- _EXERCISE DESCRIPTION_: Give the lines of the material verbatim, from the first line to the line with "width:14px; height:14px; translate:-50%", including both.

*** THE RECORDS

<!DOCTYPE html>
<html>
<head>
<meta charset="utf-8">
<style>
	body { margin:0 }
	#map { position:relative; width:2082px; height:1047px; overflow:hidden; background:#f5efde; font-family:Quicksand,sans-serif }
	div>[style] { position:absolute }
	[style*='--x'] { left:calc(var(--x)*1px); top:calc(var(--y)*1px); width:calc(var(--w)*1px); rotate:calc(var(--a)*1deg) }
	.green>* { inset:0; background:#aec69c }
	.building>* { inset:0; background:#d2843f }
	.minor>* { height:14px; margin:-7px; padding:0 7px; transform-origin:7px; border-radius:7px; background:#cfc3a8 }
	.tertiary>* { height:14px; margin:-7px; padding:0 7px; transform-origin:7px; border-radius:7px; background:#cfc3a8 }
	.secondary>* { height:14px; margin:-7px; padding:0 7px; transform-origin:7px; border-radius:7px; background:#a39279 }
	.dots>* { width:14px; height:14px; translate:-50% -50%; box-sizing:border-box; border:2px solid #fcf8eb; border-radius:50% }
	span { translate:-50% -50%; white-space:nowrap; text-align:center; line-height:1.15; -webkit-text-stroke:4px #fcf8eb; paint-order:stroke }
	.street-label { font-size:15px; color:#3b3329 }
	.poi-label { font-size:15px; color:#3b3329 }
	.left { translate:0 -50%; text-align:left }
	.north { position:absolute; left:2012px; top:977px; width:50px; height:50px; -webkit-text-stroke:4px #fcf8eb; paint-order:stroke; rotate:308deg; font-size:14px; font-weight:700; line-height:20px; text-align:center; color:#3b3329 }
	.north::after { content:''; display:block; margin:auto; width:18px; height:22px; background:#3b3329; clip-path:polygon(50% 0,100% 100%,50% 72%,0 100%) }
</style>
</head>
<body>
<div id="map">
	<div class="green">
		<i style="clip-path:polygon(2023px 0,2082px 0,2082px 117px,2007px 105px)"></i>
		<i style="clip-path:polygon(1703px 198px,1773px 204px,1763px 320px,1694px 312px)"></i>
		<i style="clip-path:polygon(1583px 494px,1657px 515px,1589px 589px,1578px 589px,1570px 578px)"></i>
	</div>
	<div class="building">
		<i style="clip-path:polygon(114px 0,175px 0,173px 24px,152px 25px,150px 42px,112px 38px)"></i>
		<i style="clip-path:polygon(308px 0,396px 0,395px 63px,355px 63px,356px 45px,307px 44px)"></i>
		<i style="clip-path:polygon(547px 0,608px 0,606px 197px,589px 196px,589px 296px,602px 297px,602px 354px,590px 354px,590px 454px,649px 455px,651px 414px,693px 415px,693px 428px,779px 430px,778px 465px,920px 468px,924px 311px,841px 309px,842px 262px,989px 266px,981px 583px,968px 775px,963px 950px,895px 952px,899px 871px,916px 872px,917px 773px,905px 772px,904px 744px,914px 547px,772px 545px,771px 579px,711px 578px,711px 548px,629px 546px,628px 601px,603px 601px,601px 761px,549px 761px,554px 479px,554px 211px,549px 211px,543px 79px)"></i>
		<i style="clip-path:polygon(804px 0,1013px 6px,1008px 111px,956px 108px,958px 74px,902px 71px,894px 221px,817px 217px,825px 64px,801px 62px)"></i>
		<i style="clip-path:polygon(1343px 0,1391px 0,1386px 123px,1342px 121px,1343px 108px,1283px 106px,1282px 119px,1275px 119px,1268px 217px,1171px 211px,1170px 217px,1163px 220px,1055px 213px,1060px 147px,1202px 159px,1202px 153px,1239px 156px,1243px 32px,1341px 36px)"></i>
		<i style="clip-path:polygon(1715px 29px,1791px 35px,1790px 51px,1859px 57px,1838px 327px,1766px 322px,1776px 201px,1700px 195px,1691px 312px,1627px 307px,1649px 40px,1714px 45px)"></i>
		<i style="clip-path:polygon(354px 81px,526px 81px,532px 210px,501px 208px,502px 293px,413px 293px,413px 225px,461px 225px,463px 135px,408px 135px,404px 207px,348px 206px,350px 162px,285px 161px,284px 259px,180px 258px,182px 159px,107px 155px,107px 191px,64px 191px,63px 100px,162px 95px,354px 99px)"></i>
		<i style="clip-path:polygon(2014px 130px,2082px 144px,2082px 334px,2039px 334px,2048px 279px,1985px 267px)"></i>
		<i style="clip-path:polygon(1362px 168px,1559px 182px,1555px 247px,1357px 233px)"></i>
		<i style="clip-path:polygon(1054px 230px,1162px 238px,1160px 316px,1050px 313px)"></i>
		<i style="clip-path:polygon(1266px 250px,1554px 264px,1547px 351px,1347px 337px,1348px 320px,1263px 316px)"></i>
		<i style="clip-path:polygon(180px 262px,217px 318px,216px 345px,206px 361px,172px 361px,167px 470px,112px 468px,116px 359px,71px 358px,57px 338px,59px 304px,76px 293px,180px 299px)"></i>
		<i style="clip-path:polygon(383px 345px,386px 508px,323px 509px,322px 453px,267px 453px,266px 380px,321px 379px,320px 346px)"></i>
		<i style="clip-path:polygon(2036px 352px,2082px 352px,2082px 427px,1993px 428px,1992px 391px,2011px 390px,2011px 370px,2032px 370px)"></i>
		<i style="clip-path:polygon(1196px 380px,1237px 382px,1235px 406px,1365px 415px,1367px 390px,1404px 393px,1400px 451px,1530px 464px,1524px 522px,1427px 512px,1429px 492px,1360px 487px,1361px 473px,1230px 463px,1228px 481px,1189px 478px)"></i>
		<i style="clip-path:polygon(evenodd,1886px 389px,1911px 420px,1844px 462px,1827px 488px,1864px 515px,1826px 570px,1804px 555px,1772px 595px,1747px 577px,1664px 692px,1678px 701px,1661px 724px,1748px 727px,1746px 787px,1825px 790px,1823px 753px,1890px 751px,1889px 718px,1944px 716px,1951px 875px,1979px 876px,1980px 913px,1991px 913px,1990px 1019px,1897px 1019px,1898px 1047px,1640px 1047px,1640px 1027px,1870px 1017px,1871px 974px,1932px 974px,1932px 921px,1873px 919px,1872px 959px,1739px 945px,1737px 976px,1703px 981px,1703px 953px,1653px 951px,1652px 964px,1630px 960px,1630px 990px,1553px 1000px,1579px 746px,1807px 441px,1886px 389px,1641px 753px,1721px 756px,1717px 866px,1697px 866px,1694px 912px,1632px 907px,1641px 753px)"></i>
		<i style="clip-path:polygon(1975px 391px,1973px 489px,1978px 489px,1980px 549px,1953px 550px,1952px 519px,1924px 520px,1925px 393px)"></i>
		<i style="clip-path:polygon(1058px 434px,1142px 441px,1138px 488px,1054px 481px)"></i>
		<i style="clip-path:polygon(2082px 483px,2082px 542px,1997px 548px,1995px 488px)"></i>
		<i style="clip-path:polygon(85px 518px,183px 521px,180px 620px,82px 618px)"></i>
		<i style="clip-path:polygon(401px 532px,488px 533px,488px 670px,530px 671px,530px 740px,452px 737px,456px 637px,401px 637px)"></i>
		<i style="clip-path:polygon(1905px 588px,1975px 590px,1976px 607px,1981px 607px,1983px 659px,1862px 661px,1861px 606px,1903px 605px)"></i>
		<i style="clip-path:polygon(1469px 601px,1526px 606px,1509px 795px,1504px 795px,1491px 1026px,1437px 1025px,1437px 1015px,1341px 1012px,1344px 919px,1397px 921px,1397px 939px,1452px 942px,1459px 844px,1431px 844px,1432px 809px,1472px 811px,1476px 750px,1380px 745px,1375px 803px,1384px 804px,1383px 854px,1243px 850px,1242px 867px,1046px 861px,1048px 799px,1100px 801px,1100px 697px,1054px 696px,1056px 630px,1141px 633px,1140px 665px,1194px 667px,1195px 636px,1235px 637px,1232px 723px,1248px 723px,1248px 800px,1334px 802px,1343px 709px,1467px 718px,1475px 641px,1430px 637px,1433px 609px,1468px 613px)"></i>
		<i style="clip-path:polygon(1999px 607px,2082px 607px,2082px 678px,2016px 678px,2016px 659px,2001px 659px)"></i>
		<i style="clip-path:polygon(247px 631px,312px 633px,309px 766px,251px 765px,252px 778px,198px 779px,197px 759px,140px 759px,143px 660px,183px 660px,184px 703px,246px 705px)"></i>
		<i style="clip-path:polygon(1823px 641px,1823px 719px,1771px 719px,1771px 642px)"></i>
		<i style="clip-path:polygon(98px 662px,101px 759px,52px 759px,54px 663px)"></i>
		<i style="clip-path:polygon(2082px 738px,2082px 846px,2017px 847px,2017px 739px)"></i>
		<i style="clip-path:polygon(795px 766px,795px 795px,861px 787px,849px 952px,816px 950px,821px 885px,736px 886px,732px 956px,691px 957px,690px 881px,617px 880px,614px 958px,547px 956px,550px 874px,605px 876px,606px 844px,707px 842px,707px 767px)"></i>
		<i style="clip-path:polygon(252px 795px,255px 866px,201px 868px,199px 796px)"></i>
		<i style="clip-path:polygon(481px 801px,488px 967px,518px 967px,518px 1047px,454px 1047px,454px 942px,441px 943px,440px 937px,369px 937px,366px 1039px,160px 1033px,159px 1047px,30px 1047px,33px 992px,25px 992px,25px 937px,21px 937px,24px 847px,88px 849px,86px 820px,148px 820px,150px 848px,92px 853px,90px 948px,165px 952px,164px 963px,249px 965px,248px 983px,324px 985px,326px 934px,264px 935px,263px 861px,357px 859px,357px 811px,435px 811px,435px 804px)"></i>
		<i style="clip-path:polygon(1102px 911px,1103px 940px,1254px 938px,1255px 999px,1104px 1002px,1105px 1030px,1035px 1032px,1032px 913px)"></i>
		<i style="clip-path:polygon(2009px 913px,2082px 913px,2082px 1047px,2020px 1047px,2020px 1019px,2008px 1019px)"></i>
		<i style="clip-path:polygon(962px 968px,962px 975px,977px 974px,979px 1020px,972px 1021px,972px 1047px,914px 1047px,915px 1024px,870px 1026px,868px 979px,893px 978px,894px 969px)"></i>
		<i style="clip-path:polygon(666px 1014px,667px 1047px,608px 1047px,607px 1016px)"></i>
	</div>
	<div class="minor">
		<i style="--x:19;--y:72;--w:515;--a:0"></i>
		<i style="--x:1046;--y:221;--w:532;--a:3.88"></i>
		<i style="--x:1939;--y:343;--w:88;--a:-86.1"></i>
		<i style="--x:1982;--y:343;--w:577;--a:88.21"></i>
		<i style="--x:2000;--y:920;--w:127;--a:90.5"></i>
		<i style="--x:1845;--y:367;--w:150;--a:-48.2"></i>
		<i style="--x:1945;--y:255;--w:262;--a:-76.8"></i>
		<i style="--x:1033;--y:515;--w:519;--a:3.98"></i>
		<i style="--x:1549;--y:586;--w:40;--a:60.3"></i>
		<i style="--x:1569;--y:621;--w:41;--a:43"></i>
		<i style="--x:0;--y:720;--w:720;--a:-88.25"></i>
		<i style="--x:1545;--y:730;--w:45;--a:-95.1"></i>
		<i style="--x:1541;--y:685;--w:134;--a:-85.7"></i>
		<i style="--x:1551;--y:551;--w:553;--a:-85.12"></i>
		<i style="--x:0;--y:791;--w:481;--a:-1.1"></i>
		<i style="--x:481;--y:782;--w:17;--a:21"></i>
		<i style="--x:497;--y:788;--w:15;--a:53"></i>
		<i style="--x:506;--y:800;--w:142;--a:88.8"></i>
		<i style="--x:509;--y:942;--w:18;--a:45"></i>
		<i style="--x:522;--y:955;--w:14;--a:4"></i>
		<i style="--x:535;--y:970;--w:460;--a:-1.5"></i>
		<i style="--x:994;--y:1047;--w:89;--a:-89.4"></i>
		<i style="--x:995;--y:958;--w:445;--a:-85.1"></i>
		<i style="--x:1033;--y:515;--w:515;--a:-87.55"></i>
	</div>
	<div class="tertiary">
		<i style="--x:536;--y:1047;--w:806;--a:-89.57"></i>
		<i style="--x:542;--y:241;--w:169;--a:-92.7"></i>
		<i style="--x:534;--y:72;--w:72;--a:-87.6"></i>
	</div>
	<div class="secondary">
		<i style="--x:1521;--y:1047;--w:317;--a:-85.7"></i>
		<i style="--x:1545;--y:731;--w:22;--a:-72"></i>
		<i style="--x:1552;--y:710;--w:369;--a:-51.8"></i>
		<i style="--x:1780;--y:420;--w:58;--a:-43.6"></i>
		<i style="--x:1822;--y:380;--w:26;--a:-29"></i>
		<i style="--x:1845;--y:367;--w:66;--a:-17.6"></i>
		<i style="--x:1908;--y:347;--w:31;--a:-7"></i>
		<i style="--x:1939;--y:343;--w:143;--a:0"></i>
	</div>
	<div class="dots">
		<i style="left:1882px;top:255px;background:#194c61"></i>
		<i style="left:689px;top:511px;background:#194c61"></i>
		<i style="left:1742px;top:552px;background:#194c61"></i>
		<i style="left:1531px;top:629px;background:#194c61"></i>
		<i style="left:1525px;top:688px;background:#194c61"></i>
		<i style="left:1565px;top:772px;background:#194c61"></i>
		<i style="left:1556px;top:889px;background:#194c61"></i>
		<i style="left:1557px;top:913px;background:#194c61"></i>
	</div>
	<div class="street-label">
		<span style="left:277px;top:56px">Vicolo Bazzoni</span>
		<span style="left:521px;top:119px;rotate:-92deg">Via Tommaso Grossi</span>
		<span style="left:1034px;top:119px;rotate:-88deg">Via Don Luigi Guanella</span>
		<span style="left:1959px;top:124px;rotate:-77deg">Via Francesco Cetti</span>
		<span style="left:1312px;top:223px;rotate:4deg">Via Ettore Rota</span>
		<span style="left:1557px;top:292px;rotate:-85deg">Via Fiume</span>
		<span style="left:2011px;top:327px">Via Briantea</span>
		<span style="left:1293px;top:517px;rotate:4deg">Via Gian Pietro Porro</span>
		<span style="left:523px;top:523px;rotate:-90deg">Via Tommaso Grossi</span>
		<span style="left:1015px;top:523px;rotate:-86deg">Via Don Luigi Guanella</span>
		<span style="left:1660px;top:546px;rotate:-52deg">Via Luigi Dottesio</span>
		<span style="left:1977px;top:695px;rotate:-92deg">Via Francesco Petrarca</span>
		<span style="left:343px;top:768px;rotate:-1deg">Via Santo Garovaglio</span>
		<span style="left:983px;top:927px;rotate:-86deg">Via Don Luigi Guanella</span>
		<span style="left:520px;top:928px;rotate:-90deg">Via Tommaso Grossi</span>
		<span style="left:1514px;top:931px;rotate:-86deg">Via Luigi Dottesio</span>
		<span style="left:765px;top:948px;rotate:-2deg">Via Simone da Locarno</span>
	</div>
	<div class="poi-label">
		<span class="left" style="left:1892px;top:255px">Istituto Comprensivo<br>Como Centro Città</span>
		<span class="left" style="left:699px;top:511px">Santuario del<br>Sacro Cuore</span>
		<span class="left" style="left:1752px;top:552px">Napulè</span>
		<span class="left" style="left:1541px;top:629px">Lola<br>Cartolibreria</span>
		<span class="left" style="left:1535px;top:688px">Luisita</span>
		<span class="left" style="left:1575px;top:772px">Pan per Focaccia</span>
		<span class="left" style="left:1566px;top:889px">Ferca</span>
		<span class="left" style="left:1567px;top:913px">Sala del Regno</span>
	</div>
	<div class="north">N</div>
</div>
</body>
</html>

******

- _ANSWER TO THIS EXERCISE_:
<!DOCTYPE html>
<html>
<head>
<meta charset="utf-8">
<style>
	body { margin:0 }
	#map { position:relative; width:2082px; height:1047px; overflow:hidden; background:#f5efde; font-family:Quicksand,sans-serif }
	div>[style] { position:absolute }
	[style*='--x'] { left:calc(var(--x)*1px); top:calc(var(--y)*1px); width:calc(var(--w)*1px); rotate:calc(var(--a)*1deg) }
	.green>* { inset:0; background:#aec69c }
	.building>* { inset:0; background:#d2843f }
	.minor>* { height:14px; margin:-7px; padding:0 7px; transform-origin:7px; border-radius:7px; background:#cfc3a8 }
	.tertiary>* { height:14px; margin:-7px; padding:0 7px; transform-origin:7px; border-radius:7px; background:#cfc3a8 }
	.secondary>* { height:14px; margin:-7px; padding:0 7px; transform-origin:7px; border-radius:7px; background:#a39279 }
	.dots>* { width:14px; height:14px; translate:-50% -50%; box-sizing:border-box; border:2px solid #fcf8eb; border-radius:50% }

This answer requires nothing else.